毎月最終金曜日の「プレミアムフライデー」はまったく定着する気配もないまま、厚生労働省が惰性で(もしくは意地で?)続けているようですが、この11月にはもうひとつ、やや聞き慣れない用語を耳にする機会が増えました。それが「ブラックフライデー」で、本場アメリカでは本来、11月の第4木曜日の翌日を指すそうです。すなわち、2019年のカレンダーで言えば11月29日――この日は、アメリカでは感謝祭の翌日に当たり、1年中でもっとも売上が見込める日とされることから「黒字の金曜日」という意味を込めてこう呼ばれ、小売業界で一斉にセールが催されています。日本では、2016年頃から大手家電量販店のノジマやイオングループなど一部の小売チェーンで「ブラックフライデー」と称してセールが開催されるようになり、本場より1週間前倒しとなる勤労感謝の日の前後、2019年で言えば11月22日が当日に当たります。多くのサラリーマンにとっては給料日前であり、たいした売上が見込めるとも思えませんが……10月末のハロウィンに続き、またまた意味のよくわからない風習が入ってきたようです。

さて、これもいつの間にやらすっかり下火となった感があるネタですが、例の「かぼちゃの馬車」問題に端を発する一連の「スルガ銀」問題でひさびさに続報が出ました。まずは、11月21日付の『朝日新聞(朝日新聞デジタル)』から、「スルガ銀、物件手放せば借金免除検討 不正融資被害受け」( https://www.asahi.com/articles/ASMCP4HG4MCPULFA016.html )という記事になります。以下、全文引用します。
「スルガ銀行のシェアハウス向け融資で不正が多発した問題で、同行が一部の物件オーナーに対し、不動産の譲渡と引き換えに借金をなくす方向で検討を進めていることがわかった。過剰融資で価値の低い不動産が多く含まれるが、同行は巨額の貸し倒れ引当金を昨年度決算で積んでおり、業績への影響は限定的だ。

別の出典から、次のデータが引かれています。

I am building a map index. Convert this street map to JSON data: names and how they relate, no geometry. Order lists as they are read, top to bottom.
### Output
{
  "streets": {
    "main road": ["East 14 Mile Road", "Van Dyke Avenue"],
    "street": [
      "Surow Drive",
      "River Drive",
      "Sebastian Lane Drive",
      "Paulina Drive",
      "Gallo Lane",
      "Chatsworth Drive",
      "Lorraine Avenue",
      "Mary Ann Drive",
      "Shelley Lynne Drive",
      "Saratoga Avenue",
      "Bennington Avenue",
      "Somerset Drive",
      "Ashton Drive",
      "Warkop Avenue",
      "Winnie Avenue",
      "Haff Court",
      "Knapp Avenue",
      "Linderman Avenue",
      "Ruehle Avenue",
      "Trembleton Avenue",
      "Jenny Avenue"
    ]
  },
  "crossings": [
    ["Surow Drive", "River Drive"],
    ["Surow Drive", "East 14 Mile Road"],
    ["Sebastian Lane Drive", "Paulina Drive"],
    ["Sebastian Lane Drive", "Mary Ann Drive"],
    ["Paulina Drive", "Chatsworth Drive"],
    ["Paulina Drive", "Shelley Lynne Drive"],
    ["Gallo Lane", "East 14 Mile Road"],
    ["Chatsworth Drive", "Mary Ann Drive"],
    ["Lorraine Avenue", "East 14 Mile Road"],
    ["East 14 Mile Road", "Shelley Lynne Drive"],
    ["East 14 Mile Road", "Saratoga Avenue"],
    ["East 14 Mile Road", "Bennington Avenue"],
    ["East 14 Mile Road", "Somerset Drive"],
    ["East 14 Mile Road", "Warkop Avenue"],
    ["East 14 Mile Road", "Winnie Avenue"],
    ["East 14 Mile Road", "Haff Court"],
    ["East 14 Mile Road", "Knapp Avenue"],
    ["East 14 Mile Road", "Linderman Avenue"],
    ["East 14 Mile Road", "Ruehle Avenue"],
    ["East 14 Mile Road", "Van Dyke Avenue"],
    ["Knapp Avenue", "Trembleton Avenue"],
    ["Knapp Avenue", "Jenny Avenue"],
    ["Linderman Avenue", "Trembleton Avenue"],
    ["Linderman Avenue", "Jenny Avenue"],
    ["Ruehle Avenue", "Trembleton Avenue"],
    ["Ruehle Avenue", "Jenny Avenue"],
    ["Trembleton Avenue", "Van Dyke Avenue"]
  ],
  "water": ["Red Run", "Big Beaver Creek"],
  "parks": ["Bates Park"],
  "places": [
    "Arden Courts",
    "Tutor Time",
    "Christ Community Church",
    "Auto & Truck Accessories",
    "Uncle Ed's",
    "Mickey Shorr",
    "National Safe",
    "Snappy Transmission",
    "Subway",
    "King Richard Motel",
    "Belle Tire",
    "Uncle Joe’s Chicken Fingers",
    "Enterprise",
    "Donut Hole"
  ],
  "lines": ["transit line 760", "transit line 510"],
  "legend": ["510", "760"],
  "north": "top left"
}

 スルガ銀の不動産投資向け融資では、預金通帳などの顧客資料を改ざんし、過剰な融資が横行。物件価格もつり上げられ、多くの行員が不正を黙認した。シェアハウス向けでは1200人超の顧客に計2千億円超を融資。このうち返済困難となった300人前後が被害弁護団を通じ、物件を譲渡して残債は全額カットするよう同行に求めていた。
 複数の関係者によると、スルガ銀はこうしたオーナーらの要望を大筋で受け入れる方向で、譲渡予定の物件の売却準備を進めている。難航していた交渉は早ければ来春にも決着する可能性があるという。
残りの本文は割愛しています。